Unit-6

Geographic Information Science and Spatial Reasoning

(GEOG 104) (A General Education [GE] Course) Spring 2018


Geographic Information Science and Spatial Reasoning (GEOG 104) (A General Education [GE] Course) Fall 2015

Unit 6.1

GIS Data Collection and Database Management

GIS Data Collection is one of the most expensive GIS tasks! (In a traditional GIS project, the cost of GIS data collection can be 80% of the total project budget.)

First-Hand (Primary) GIS sources: remote sensing images, GPS, survey data;

(Primary data sources are those collected directly in digital format specifically for GIS use.)

Example1 : GPS tracking function in field survey. (vector-examples):

http://map.sdsu.edu/mobilegis/photo_mtrp.htm

Example 2: Satellite Imagery: FORMOSAT-II (San Diego Region).

http://www.spotimage.fr/html/_167_171_977_.php

Images from http://www.spotimage.fr/html/_167_171_977_.php

Web-based Collaborative Data INPUT (Participatory GIS).

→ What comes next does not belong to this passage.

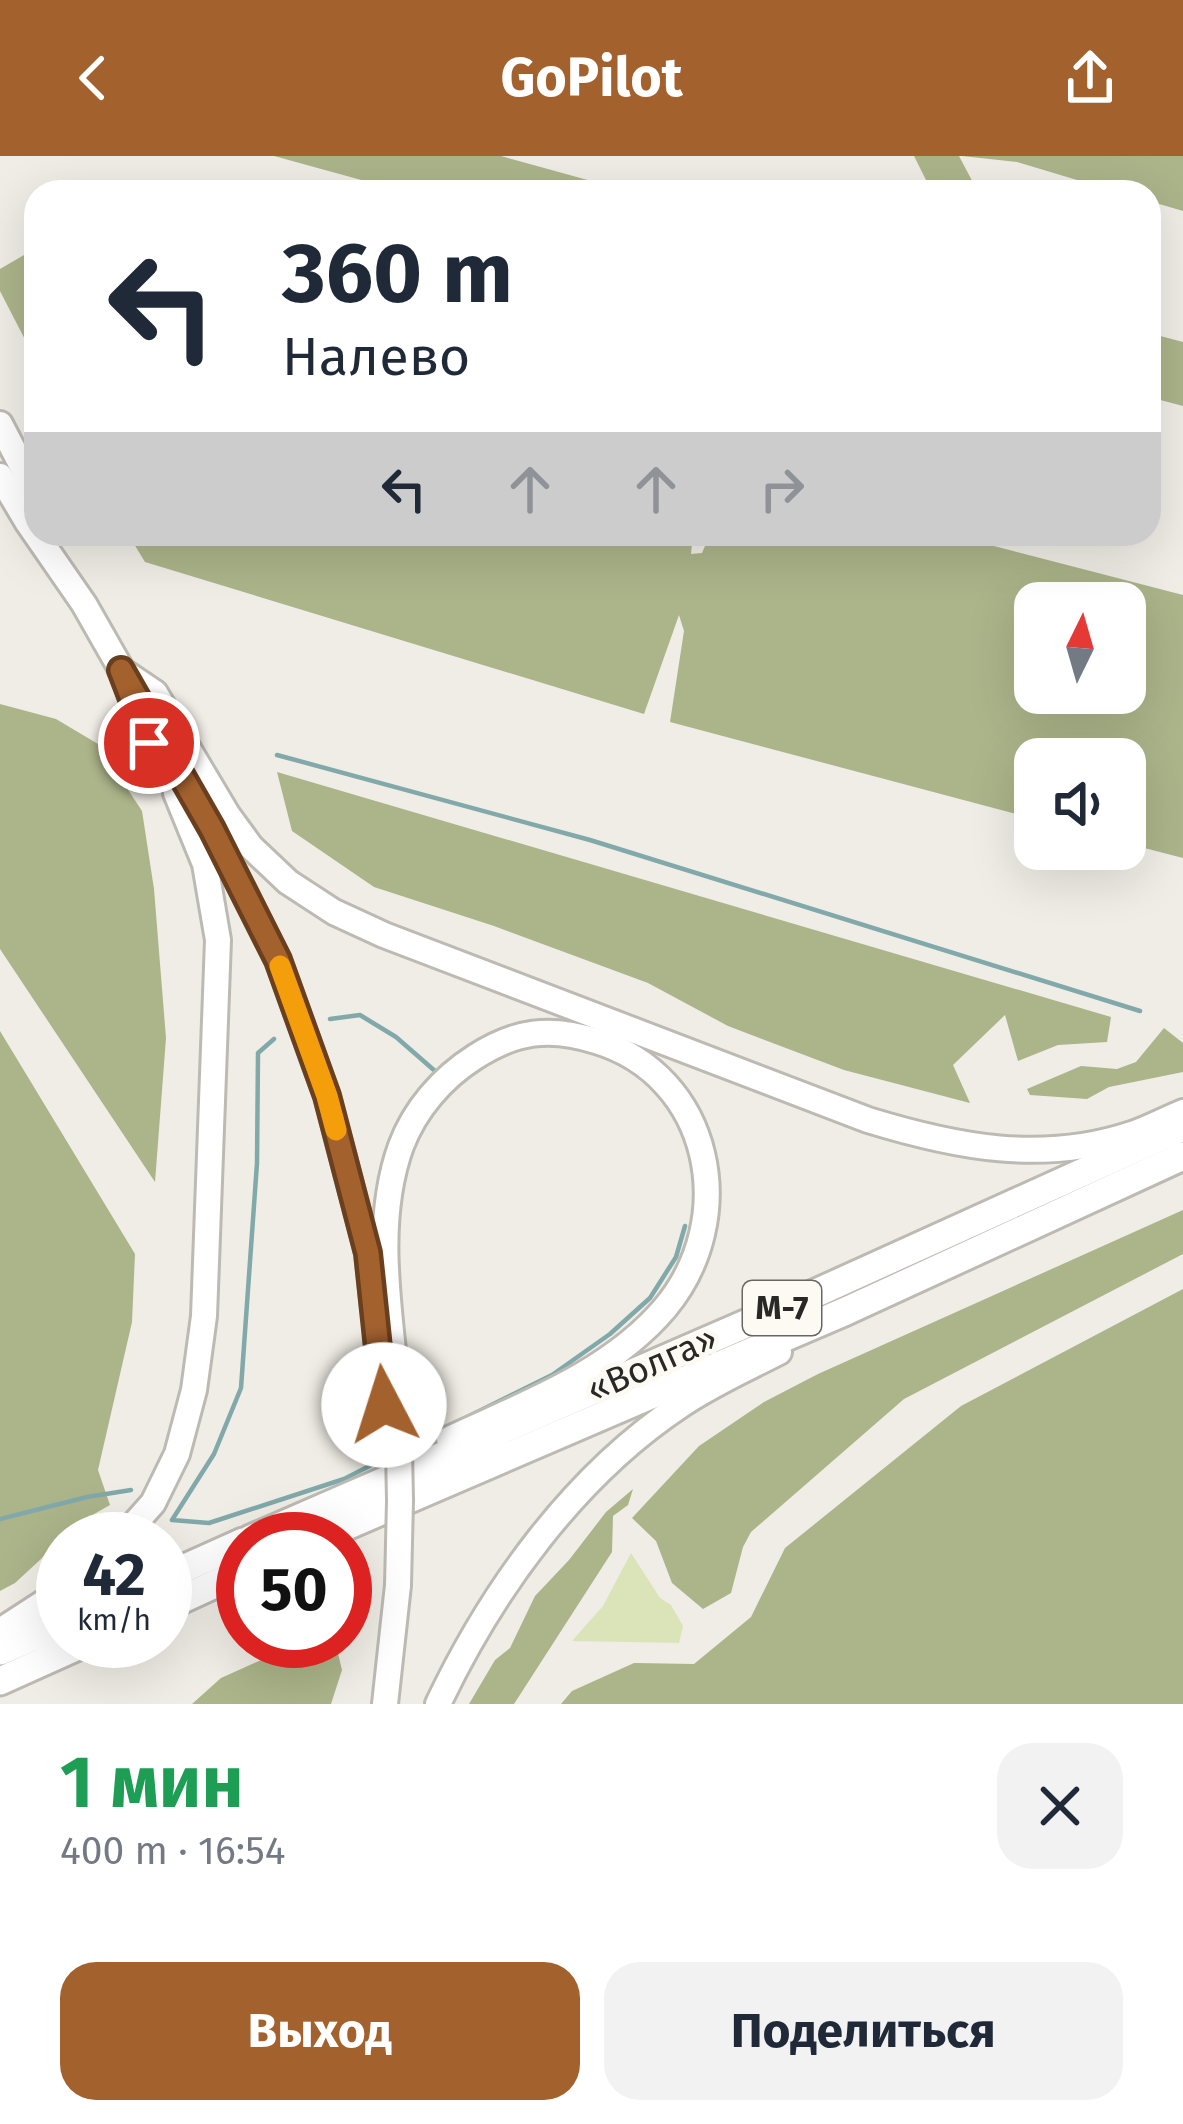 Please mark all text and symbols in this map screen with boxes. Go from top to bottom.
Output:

1. OpenStreetMap http://openstreetmap.com/

2. Wikimapia.org http://wikimapia.org

Second-Hand (Secondary) GIS sources: re-scanned images, digitizing maps, digital elevation model.

Secondary GIS data sources are digital and analog datasets that were originally captured in another format (such as papers or films). We will need to convert (by scanning or digitizing) the original format of data into digital GIS data formats.

Re-scanning maps or images (a large-size scanner at the CESAR lab)

Smaller scanner.

Digitizer.

Third-Hand? (Data Sharing) by Spatial Web.

CD-ROM, On-line downloadable datasets.

www.geographynetwork.com

www.sangis.org

Data Sampling: (descriptions are from Wikipeida: http://en.wikipedia.org/wiki/Sampling_%28statistics%29 )

Sampling is that part of statistical practice concerned with the selection of individual observations intended to yield some knowledge about a population of concern, especially for the purposes of statistical inference. In particular, results from probability theory and statistical theory are employed to guide practice.

(from Wikipeida: http://en.wikipedia.org/wiki/Sampling_%28statistics%29 )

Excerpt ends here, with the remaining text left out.